Notre Dame’s president lacked self-control. Its student body is merely following his example.

Coach Brian Kelly was pretty sure there could be a flood-the-field event Saturday against No. 1 Clemson and that it wouldn’t be good in the midst of a global pandemic and a spike on campus. So he ran. “I beat ‘em all to the tunnel,” he joked after his team upset the Tigers, 47-40, in double overtime.

Athletic Director Jack Swarbrick also seems to have had some idea that crowd control could be an issue, just as he knew there have been almost 1,400 cases of the coronavirus on campus and a positivity rate of 5 percent, yet he encouraged thousands to congregate anyway. This was a preventable event, yet no one prevented it. But why should they, given that university president Rev. John I. Jenkins showed no more command of himself in the White House Rose Garden than a whooping, field-rampaging fan?

Jenkins is probably just now understanding the extent to which he undermined himself and his authority with his glad-handing conduct at the White House reception for Amy Coney Barrett, the ex-Notre Dame Law School faculty member who joined the Supreme Court. Jenkins now finds himself in the position of trying to enforce “zero tolerance” and “severe sanctions” for similar superspreader events amid an undefeated football season. Good luck with that. There is nothing more maddening and ineffectual than a leader who flouts their own rules while holding others to them. As the great Irish commentator Fintan O’Toole has written, that carries “an unpardonable snigger of elite condescension.”

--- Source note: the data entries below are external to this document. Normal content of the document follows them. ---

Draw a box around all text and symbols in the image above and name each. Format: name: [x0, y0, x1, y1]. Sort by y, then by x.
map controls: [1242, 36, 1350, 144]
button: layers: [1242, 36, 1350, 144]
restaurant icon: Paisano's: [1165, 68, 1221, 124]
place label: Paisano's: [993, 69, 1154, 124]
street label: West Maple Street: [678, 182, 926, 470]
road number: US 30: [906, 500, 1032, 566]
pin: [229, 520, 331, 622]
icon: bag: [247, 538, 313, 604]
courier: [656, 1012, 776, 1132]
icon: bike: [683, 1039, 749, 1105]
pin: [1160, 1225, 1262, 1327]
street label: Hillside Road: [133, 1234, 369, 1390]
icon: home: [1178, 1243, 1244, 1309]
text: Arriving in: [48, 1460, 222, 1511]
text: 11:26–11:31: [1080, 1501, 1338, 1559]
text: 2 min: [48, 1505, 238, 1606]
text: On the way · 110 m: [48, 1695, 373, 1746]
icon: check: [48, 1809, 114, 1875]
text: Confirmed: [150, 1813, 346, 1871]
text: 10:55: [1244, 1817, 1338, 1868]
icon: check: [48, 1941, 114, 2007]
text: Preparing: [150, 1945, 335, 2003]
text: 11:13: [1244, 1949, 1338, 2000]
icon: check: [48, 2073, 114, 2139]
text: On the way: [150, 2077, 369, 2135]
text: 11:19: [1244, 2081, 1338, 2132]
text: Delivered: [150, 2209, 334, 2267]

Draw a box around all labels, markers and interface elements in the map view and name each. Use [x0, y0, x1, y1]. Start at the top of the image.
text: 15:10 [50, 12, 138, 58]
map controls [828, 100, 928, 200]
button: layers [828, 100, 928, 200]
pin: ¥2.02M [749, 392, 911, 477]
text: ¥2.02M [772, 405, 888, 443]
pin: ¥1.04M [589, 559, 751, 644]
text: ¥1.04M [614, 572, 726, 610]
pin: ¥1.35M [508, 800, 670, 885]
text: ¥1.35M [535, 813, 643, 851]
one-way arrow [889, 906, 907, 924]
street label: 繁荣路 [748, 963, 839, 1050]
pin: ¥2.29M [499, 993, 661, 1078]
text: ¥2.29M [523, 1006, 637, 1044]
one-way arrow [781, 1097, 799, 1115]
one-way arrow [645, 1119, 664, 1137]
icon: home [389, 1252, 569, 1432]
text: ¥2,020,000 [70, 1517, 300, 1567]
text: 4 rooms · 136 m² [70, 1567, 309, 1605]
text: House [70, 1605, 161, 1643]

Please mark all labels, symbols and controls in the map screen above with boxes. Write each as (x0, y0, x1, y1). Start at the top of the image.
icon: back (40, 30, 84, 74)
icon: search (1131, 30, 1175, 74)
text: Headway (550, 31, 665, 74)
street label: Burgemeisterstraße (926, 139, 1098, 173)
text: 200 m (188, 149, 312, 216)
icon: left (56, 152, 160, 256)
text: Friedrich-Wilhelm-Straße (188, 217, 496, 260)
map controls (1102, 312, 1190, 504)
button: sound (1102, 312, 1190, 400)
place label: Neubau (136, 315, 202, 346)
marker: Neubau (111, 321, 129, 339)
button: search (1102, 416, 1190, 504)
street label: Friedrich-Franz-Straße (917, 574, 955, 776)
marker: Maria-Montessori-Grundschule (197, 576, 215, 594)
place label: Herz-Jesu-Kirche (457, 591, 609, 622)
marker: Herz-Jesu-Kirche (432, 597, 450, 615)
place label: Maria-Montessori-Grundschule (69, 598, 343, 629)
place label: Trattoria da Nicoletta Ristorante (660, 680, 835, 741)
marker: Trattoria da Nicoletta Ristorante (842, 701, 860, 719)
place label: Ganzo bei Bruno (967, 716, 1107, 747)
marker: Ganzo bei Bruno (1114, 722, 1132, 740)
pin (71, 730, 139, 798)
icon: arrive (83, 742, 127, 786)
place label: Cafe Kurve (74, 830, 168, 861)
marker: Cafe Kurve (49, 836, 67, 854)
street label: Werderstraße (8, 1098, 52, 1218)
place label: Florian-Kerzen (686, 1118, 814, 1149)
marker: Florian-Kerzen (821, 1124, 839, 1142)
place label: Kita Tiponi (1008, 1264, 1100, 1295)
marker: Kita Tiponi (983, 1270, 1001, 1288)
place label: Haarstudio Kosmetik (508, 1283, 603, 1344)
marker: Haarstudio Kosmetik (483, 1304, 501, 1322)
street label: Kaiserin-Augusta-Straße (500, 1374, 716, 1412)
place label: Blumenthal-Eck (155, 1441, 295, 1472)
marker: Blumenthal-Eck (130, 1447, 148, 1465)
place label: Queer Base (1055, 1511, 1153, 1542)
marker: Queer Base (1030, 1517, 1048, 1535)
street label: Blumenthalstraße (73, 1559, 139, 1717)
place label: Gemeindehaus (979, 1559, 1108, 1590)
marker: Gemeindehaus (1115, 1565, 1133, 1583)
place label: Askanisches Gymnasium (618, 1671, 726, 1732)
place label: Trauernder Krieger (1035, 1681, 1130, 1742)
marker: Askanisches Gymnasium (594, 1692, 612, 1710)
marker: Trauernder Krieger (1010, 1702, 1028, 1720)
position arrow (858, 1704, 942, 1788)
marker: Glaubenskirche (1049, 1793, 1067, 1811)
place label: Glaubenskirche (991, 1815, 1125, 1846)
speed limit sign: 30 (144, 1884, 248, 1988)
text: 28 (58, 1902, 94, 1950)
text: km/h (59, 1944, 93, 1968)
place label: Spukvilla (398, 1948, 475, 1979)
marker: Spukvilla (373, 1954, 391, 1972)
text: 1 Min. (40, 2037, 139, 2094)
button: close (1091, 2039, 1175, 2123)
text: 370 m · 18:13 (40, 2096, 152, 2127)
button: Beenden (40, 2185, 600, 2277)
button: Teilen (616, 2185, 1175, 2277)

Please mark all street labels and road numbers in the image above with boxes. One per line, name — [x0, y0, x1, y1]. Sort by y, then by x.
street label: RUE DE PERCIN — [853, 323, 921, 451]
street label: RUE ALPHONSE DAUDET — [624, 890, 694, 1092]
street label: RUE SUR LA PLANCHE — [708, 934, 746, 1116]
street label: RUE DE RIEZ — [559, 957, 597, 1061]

Jenkins has built a reputation as a thoughtful president and one with backbone, but he mistakes the nature of authority if he thinks he can follow up his apology for his own conduct with the scold he issued to students Sunday night and retain their good will. To paraphrase an old remark by Duke basketball coach Mike Krzyzewski, anyone who thinks leadership is all about enforcing rules isn’t a leader; he’s a bureaucrat.

The single greatest pitfall in failed leadership is lack of consistency. As any coach knows, to display a lack of personal discipline while demanding it from others will utterly erode your authority. If sometimes you’re true to your word, and sometimes not, confidence in you will fail. Your own discipline is the tent-pole architecture of your organization, and without it the structure will collapse, for lack of credibility. If you are weak in a crucial moment, then you’ll weaken everything around you.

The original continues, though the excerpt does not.